Blocus routier à Bamako : le Mali sous tension
Comprendre la crise des transports au Mali
Une crise majeure paralyse actuellement la capitale malienne : les principaux axes routiers menant à Bamako sont bloqués par des groupes djihadistes, plongeant le pays dans une situation de transport chaotique. Les voyageurs et les transporteurs subissent de plein fouet les conséquences de cette décision radicale, prise après les attaques du 25 avril qui ont frappé plusieurs régions du Mali.

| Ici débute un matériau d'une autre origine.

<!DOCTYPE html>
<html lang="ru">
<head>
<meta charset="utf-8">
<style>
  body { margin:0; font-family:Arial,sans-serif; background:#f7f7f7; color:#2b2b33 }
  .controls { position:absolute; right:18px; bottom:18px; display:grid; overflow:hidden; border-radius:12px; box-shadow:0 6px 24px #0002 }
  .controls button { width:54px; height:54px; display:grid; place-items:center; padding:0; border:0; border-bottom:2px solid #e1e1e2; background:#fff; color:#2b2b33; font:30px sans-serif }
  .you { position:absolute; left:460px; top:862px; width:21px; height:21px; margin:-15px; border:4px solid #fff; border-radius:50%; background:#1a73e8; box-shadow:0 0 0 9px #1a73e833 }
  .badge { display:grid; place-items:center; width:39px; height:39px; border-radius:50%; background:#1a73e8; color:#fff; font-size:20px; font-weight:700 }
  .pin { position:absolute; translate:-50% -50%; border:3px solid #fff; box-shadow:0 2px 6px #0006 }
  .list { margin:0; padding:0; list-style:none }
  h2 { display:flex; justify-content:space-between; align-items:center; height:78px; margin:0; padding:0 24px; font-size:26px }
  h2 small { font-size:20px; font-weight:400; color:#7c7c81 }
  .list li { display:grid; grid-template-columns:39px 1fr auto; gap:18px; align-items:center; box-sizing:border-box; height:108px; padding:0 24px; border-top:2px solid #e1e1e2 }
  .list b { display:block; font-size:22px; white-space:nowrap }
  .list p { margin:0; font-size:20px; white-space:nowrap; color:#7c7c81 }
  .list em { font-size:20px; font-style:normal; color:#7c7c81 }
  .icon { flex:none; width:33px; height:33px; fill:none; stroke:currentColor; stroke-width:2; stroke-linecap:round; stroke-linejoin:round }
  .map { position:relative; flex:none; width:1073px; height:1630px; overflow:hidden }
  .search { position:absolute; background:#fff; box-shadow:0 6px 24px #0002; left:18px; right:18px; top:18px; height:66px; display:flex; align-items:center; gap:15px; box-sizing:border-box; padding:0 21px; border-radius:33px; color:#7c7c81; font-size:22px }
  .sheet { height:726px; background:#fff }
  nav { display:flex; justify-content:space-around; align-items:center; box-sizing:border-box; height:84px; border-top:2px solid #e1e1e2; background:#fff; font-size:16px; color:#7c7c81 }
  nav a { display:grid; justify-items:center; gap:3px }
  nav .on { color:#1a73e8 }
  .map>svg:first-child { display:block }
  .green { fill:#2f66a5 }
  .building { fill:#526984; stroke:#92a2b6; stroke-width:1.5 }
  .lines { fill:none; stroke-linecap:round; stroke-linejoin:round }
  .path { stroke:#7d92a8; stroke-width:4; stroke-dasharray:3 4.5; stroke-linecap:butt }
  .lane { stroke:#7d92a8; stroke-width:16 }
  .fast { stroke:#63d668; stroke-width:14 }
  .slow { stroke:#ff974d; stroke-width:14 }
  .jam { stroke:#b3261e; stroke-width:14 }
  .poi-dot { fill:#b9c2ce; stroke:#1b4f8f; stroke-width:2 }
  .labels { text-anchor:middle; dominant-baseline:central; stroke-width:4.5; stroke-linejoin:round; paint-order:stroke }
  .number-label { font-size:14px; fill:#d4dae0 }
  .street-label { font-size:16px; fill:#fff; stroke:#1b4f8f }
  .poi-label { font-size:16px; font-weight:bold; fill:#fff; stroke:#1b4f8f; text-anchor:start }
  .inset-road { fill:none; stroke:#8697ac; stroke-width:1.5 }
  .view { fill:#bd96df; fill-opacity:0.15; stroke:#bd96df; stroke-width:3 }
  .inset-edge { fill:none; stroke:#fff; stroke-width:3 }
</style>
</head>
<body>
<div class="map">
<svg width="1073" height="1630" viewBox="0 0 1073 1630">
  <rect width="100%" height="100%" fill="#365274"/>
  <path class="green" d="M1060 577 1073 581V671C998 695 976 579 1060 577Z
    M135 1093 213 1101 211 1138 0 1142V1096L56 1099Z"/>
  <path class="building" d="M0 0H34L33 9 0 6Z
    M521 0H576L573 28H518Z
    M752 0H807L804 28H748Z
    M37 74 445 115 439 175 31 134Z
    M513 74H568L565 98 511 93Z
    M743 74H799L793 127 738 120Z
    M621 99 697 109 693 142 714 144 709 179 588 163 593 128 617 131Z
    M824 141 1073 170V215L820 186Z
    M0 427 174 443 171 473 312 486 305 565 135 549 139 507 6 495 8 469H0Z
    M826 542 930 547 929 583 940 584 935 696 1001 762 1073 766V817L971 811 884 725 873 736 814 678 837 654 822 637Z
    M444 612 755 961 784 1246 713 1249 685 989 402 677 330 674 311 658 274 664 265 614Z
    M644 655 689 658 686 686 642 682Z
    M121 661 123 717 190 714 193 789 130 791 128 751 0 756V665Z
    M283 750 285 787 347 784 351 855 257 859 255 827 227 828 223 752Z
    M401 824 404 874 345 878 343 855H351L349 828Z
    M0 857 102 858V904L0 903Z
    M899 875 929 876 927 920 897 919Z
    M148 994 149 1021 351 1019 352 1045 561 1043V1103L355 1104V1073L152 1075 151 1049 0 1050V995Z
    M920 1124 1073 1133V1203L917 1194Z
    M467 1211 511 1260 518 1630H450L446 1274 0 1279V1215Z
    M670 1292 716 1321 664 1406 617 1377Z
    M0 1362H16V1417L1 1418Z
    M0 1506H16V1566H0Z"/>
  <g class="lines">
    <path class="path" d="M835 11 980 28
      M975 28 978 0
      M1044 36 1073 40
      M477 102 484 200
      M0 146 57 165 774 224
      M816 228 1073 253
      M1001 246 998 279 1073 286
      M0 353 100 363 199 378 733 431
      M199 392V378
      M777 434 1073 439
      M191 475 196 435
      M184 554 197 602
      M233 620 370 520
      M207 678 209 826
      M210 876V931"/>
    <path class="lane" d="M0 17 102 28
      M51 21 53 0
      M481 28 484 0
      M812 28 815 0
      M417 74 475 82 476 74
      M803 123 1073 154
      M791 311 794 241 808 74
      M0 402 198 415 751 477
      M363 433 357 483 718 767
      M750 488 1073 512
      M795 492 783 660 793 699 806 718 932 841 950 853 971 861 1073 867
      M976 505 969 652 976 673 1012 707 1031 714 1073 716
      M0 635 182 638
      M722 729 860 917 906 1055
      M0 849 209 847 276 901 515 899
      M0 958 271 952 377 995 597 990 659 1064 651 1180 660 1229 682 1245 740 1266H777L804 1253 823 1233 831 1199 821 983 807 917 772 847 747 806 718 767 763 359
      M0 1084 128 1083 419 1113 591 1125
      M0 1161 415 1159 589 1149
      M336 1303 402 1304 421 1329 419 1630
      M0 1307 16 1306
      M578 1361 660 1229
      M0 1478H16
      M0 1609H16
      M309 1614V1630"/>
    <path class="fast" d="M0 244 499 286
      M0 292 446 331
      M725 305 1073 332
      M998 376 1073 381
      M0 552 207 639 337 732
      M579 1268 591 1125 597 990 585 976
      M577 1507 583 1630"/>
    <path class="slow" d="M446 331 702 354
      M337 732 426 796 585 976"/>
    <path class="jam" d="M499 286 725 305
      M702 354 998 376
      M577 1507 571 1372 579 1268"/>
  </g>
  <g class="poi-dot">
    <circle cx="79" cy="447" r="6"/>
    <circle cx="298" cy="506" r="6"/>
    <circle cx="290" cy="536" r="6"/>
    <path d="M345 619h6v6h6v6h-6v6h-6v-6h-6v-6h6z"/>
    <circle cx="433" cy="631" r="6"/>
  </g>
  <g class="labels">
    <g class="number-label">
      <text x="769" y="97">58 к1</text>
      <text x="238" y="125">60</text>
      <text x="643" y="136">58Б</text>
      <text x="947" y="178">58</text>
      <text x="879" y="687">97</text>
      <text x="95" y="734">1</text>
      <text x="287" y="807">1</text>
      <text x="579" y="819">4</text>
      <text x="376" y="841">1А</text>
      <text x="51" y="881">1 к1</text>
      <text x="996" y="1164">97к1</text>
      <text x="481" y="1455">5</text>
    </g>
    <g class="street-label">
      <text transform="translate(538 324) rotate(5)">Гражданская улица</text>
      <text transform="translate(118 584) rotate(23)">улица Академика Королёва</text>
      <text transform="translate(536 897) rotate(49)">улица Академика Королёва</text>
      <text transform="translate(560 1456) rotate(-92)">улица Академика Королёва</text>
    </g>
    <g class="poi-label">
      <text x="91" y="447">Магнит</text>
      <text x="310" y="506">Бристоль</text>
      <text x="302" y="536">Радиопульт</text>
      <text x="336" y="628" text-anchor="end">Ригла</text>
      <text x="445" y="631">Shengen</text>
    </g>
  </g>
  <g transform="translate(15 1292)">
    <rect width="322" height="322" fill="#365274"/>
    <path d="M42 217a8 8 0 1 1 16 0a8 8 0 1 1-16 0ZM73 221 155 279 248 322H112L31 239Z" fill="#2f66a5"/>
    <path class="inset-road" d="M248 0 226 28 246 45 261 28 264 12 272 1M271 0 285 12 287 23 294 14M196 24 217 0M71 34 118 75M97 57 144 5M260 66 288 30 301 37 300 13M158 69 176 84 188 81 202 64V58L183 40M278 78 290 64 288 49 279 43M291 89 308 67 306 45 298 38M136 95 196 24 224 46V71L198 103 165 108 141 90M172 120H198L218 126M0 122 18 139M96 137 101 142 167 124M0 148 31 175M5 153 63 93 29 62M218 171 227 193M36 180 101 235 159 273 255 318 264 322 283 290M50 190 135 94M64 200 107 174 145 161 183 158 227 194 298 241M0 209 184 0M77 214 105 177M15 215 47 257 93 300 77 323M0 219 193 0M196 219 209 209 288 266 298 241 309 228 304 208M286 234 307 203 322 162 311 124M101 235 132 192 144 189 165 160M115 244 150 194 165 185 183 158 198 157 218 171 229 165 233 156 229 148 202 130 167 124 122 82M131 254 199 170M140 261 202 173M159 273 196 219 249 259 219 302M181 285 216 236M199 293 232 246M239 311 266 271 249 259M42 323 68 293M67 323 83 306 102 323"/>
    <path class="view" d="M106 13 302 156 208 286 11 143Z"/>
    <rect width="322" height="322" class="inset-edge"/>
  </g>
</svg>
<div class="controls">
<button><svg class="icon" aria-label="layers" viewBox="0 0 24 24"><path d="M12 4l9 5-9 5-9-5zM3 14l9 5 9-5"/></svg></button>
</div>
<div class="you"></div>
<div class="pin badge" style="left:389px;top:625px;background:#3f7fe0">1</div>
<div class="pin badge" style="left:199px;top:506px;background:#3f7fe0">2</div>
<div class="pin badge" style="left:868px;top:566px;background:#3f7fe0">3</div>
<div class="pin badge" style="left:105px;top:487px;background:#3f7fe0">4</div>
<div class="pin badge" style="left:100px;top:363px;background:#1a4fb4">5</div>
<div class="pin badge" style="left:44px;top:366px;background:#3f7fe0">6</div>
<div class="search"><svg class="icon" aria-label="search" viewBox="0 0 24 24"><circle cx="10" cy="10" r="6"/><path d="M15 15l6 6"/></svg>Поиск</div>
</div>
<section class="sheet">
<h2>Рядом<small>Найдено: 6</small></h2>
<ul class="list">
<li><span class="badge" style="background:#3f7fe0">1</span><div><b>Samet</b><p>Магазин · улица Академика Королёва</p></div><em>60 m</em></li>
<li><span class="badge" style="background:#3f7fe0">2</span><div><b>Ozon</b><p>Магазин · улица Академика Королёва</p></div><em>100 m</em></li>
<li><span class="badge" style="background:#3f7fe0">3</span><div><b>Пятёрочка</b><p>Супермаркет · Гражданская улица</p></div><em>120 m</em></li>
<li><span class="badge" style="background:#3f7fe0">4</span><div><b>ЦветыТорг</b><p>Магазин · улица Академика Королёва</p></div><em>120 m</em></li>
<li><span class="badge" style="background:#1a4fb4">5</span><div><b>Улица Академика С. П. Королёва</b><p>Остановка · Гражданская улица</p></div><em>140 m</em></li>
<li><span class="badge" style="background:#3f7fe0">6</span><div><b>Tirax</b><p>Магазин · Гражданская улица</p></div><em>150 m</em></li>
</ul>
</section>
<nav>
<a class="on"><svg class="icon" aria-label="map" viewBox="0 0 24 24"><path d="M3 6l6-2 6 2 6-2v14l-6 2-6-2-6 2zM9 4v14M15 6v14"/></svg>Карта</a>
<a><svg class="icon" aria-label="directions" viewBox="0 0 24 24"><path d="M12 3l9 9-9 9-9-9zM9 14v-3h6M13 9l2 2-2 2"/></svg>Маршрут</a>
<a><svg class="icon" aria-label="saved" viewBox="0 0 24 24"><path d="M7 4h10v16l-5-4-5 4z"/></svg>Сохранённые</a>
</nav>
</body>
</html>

En effet, des camions de marchandises et des véhicules de transport de passagers ont été incendiés la semaine dernière par les djihadistes, notamment dans les environs de Bamako. Si certaines compagnies continuent d’assurer des liaisons, d’autres ont dû cesser leurs activités par précaution, aggravant la situation.
Des trajets plus longs et des annulations en cascade
Mody, un migrant malien en route vers Bamako pour célébrer l’Aïd el Kebir (prévue le 27 mai), partage son expérience. Parti de Nouakchott en Mauritanie, il devait rejoindre Bamako en quatre jours. Pourtant, son périple a pris une tout autre tournure :
- Jeudi 7h du matin : départ de Nouakchott.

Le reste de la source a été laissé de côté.